### Data extracts
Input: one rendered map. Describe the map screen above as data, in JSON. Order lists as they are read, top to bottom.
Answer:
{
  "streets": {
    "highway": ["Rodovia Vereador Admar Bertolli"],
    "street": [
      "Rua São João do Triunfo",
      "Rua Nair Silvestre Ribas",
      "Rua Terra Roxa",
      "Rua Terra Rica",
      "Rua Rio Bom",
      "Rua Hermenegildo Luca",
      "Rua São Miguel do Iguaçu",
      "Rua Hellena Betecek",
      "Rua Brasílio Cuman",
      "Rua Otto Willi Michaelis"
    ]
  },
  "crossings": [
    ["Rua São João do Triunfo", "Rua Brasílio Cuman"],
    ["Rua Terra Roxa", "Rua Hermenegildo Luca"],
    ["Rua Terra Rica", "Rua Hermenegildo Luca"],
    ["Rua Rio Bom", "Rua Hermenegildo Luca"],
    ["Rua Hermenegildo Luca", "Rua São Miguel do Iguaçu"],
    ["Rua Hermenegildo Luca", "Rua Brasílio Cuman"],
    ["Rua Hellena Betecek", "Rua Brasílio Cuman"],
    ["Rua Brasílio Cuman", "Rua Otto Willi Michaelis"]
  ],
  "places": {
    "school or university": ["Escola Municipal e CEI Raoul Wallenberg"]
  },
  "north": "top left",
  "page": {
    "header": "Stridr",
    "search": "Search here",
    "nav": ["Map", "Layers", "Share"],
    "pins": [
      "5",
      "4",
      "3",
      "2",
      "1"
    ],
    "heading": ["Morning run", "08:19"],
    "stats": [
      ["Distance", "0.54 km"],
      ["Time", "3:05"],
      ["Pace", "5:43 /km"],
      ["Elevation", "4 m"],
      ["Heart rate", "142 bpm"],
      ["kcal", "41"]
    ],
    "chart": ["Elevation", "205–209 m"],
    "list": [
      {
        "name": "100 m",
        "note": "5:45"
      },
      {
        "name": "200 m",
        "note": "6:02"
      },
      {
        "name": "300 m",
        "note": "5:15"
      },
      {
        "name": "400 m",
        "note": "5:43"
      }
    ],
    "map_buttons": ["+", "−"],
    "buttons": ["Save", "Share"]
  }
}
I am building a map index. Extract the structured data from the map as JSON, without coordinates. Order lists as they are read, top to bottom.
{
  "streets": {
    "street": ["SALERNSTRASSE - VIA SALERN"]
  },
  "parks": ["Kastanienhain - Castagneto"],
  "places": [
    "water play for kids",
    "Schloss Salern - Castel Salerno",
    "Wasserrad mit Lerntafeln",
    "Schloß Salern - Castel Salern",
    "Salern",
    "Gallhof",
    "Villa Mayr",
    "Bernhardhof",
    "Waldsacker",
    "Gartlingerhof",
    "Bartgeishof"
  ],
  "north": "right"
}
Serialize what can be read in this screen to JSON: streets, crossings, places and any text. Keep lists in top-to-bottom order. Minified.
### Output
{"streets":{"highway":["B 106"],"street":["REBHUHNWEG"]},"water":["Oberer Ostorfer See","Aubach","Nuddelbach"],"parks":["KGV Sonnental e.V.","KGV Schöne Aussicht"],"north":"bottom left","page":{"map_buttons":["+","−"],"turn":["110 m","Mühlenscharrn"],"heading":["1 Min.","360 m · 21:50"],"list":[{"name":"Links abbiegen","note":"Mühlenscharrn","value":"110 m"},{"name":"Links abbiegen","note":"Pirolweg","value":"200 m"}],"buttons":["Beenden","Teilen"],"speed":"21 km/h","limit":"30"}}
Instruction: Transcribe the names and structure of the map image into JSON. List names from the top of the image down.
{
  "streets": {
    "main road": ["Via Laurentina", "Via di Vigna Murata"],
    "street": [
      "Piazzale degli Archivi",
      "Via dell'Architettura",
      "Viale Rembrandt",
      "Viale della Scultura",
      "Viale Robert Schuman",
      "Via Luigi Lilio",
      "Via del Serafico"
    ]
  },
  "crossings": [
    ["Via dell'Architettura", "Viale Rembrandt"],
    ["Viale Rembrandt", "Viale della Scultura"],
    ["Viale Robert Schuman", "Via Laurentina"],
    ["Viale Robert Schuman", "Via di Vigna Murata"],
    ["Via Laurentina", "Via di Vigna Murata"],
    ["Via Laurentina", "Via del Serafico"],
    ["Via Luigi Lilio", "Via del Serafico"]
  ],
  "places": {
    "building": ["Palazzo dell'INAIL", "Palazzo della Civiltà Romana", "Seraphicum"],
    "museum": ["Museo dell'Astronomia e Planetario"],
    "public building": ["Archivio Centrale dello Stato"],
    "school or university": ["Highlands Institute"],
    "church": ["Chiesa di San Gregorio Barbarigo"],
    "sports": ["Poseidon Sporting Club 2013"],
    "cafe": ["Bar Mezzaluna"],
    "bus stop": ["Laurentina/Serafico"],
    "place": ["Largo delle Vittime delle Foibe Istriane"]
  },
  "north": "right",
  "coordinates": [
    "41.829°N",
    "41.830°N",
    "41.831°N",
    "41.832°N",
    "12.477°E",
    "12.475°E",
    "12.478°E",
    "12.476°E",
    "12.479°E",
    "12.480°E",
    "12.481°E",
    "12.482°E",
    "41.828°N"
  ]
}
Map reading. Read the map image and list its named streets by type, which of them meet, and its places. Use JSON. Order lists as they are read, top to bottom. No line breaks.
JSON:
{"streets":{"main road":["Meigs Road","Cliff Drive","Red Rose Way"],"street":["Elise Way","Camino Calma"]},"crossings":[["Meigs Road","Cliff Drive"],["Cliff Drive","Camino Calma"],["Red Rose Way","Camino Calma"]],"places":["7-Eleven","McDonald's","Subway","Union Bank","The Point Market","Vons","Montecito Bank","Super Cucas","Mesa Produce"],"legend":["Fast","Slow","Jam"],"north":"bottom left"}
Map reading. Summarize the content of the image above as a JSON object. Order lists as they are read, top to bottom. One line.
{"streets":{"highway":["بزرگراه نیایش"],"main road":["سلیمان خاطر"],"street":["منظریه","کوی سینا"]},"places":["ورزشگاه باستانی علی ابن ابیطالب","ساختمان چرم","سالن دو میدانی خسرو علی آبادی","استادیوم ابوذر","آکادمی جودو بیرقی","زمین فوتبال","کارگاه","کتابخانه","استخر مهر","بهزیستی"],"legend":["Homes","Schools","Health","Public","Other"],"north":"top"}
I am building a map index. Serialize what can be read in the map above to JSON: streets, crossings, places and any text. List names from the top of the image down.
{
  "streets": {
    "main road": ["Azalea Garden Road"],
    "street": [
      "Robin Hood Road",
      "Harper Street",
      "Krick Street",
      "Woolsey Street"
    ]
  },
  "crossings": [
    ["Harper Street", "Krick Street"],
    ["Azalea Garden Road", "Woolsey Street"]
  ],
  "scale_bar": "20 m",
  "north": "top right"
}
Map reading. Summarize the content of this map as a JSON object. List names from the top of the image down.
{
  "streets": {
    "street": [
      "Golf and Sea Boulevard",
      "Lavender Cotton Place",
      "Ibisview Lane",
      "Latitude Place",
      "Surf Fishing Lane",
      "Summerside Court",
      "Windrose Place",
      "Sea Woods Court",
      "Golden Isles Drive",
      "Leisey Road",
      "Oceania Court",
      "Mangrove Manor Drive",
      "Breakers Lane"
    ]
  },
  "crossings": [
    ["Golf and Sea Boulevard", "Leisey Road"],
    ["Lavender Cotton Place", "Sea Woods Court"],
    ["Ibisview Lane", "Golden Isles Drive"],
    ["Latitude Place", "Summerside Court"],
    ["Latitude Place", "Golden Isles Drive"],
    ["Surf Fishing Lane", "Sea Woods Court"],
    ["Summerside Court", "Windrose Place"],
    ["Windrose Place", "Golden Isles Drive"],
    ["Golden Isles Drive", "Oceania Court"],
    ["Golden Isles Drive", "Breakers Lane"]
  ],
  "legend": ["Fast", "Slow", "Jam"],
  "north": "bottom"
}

### Activity
All of the data above must be set down again exactly.

### Answer section
Input: one rendered map. Describe the map screen above as data, in JSON. Order lists as they are read, top to bottom.
Answer:
{
  "streets": {
    "highway": ["Rodovia Vereador Admar Bertolli"],
    "street": [
      "Rua São João do Triunfo",
      "Rua Nair Silvestre Ribas",
      "Rua Terra Roxa",
      "Rua Terra Rica",
      "Rua Rio Bom",
      "Rua Hermenegildo Luca",
      "Rua São Miguel do Iguaçu",
      "Rua Hellena Betecek",
      "Rua Brasílio Cuman",
      "Rua Otto Willi Michaelis"
    ]
  },
  "crossings": [
    ["Rua São João do Triunfo", "Rua Brasílio Cuman"],
    ["Rua Terra Roxa", "Rua Hermenegildo Luca"],
    ["Rua Terra Rica", "Rua Hermenegildo Luca"],
    ["Rua Rio Bom", "Rua Hermenegildo Luca"],
    ["Rua Hermenegildo Luca", "Rua São Miguel do Iguaçu"],
    ["Rua Hermenegildo Luca", "Rua Brasílio Cuman"],
    ["Rua Hellena Betecek", "Rua Brasílio Cuman"],
    ["Rua Brasílio Cuman", "Rua Otto Willi Michaelis"]
  ],
  "places": {
    "school or university": ["Escola Municipal e CEI Raoul Wallenberg"]
  },
  "north": "top left",
  "page": {
    "header": "Stridr",
    "search": "Search here",
    "nav": ["Map", "Layers", "Share"],
    "pins": [
      "5",
      "4",
      "3",
      "2",
      "1"
    ],
    "heading": ["Morning run", "08:19"],
    "stats": [
      ["Distance", "0.54 km"],
      ["Time", "3:05"],
      ["Pace", "5:43 /km"],
      ["Elevation", "4 m"],
      ["Heart rate", "142 bpm"],
      ["kcal", "41"]
    ],
    "chart": ["Elevation", "205–209 m"],
    "list": [
      {
        "name": "100 m",
        "note": "5:45"
      },
      {
        "name": "200 m",
        "note": "6:02"
      },
      {
        "name": "300 m",
        "note": "5:15"
      },
      {
        "name": "400 m",
        "note": "5:43"
      }
    ],
    "map_buttons": ["+", "−"],
    "buttons": ["Save", "Share"]
  }
}
I am building a map index. Extract the structured data from the map as JSON, without coordinates. Order lists as they are read, top to bottom.
{
  "streets": {
    "street": ["SALERNSTRASSE - VIA SALERN"]
  },
  "parks": ["Kastanienhain - Castagneto"],
  "places": [
    "water play for kids",
    "Schloss Salern - Castel Salerno",
    "Wasserrad mit Lerntafeln",
    "Schloß Salern - Castel Salern",
    "Salern",
    "Gallhof",
    "Villa Mayr",
    "Bernhardhof",
    "Waldsacker",
    "Gartlingerhof",
    "Bartgeishof"
  ],
  "north": "right"
}
Serialize what can be read in this screen to JSON: streets, crossings, places and any text. Keep lists in top-to-bottom order. Minified.
### Output
{"streets":{"highway":["B 106"],"street":["REBHUHNWEG"]},"water":["Oberer Ostorfer See","Aubach","Nuddelbach"],"parks":["KGV Sonnental e.V.","KGV Schöne Aussicht"],"north":"bottom left","page":{"map_buttons":["+","−"],"turn":["110 m","Mühlenscharrn"],"heading":["1 Min.","360 m · 21:50"],"list":[{"name":"Links abbiegen","note":"Mühlenscharrn","value":"110 m"},{"name":"Links abbiegen","note":"Pirolweg","value":"200 m"}],"buttons":["Beenden","Teilen"],"speed":"21 km/h","limit":"30"}}
Instruction: Transcribe the names and structure of the map image into JSON. List names from the top of the image down.
{
  "streets": {
    "main road": ["Via Laurentina", "Via di Vigna Murata"],
    "street": [
      "Piazzale degli Archivi",
      "Via dell'Architettura",
      "Viale Rembrandt",
      "Viale della Scultura",
      "Viale Robert Schuman",
      "Via Luigi Lilio",
      "Via del Serafico"
    ]
  },
  "crossings": [
    ["Via dell'Architettura", "Viale Rembrandt"],
    ["Viale Rembrandt", "Viale della Scultura"],
    ["Viale Robert Schuman", "Via Laurentina"],
    ["Viale Robert Schuman", "Via di Vigna Murata"],
    ["Via Laurentina", "Via di Vigna Murata"],
    ["Via Laurentina", "Via del Serafico"],
    ["Via Luigi Lilio", "Via del Serafico"]
  ],
  "places": {
    "building": ["Palazzo dell'INAIL", "Palazzo della Civiltà Romana", "Seraphicum"],
    "museum": ["Museo dell'Astronomia e Planetario"],
    "public building": ["Archivio Centrale dello Stato"],
    "school or university": ["Highlands Institute"],
    "church": ["Chiesa di San Gregorio Barbarigo"],
    "sports": ["Poseidon Sporting Club 2013"],
    "cafe": ["Bar Mezzaluna"],
    "bus stop": ["Laurentina/Serafico"],
    "place": ["Largo delle Vittime delle Foibe Istriane"]
  },
  "north": "right",
  "coordinates": [
    "41.829°N",
    "41.830°N",
    "41.831°N",
    "41.832°N",
    "12.477°E",
    "12.475°E",
    "12.478°E",
    "12.476°E",
    "12.479°E",
    "12.480°E",
    "12.481°E",
    "12.482°E",
    "41.828°N"
  ]
}
Map reading. Read the map image and list its named streets by type, which of them meet, and its places. Use JSON. Order lists as they are read, top to bottom. No line breaks.
JSON:
{"streets":{"main road":["Meigs Road","Cliff Drive","Red Rose Way"],"street":["Elise Way","Camino Calma"]},"crossings":[["Meigs Road","Cliff Drive"],["Cliff Drive","Camino Calma"],["Red Rose Way","Camino Calma"]],"places":["7-Eleven","McDonald's","Subway","Union Bank","The Point Market","Vons","Montecito Bank","Super Cucas","Mesa Produce"],"legend":["Fast","Slow","Jam"],"north":"bottom left"}
Map reading. Summarize the content of the image above as a JSON object. Order lists as they are read, top to bottom. One line.
{"streets":{"highway":["بزرگراه نیایش"],"main road":["سلیمان خاطر"],"street":["منظریه","کوی سینا"]},"places":["ورزشگاه باستانی علی ابن ابیطالب","ساختمان چرم","سالن دو میدانی خسرو علی آبادی","استادیوم ابوذر","آکادمی جودو بیرقی","زمین فوتبال","کارگاه","کتابخانه","استخر مهر","بهزیستی"],"legend":["Homes","Schools","Health","Public","Other"],"north":"top"}
I am building a map index. Serialize what can be read in the map above to JSON: streets, crossings, places and any text. List names from the top of the image down.
{
  "streets": {
    "main road": ["Azalea Garden Road"],
    "street": [
      "Robin Hood Road",
      "Harper Street",
      "Krick Street",
      "Woolsey Street"
    ]
  },
  "crossings": [
    ["Harper Street", "Krick Street"],
    ["Azalea Garden Road", "Woolsey Street"]
  ],
  "scale_bar": "20 m",
  "north": "top right"
}
Map reading. Summarize the content of this map as a JSON object. List names from the top of the image down.
{
  "streets": {
    "street": [
      "Golf and Sea Boulevard",
      "Lavender Cotton Place",
      "Ibisview Lane",
      "Latitude Place",
      "Surf Fishing Lane",
      "Summerside Court",
      "Windrose Place",
      "Sea Woods Court",
      "Golden Isles Drive",
      "Leisey Road",
      "Oceania Court",
      "Mangrove Manor Drive",
      "Breakers Lane"
    ]
  },
  "crossings": [
    ["Golf and Sea Boulevard", "Leisey Road"],
    ["Lavender Cotton Place", "Sea Woods Court"],
    ["Ibisview Lane", "Golden Isles Drive"],
    ["Latitude Place", "Summerside Court"],
    ["Latitude Place", "Golden Isles Drive"],
    ["Surf Fishing Lane", "Sea Woods Court"],
    ["Summerside Court", "Windrose Place"],
    ["Windrose Place", "Golden Isles Drive"],
    ["Golden Isles Drive", "Oceania Court"],
    ["Golden Isles Drive", "Breakers Lane"]
  ],
  "legend": ["Fast", "Slow", "Jam"],
  "north": "bottom"
}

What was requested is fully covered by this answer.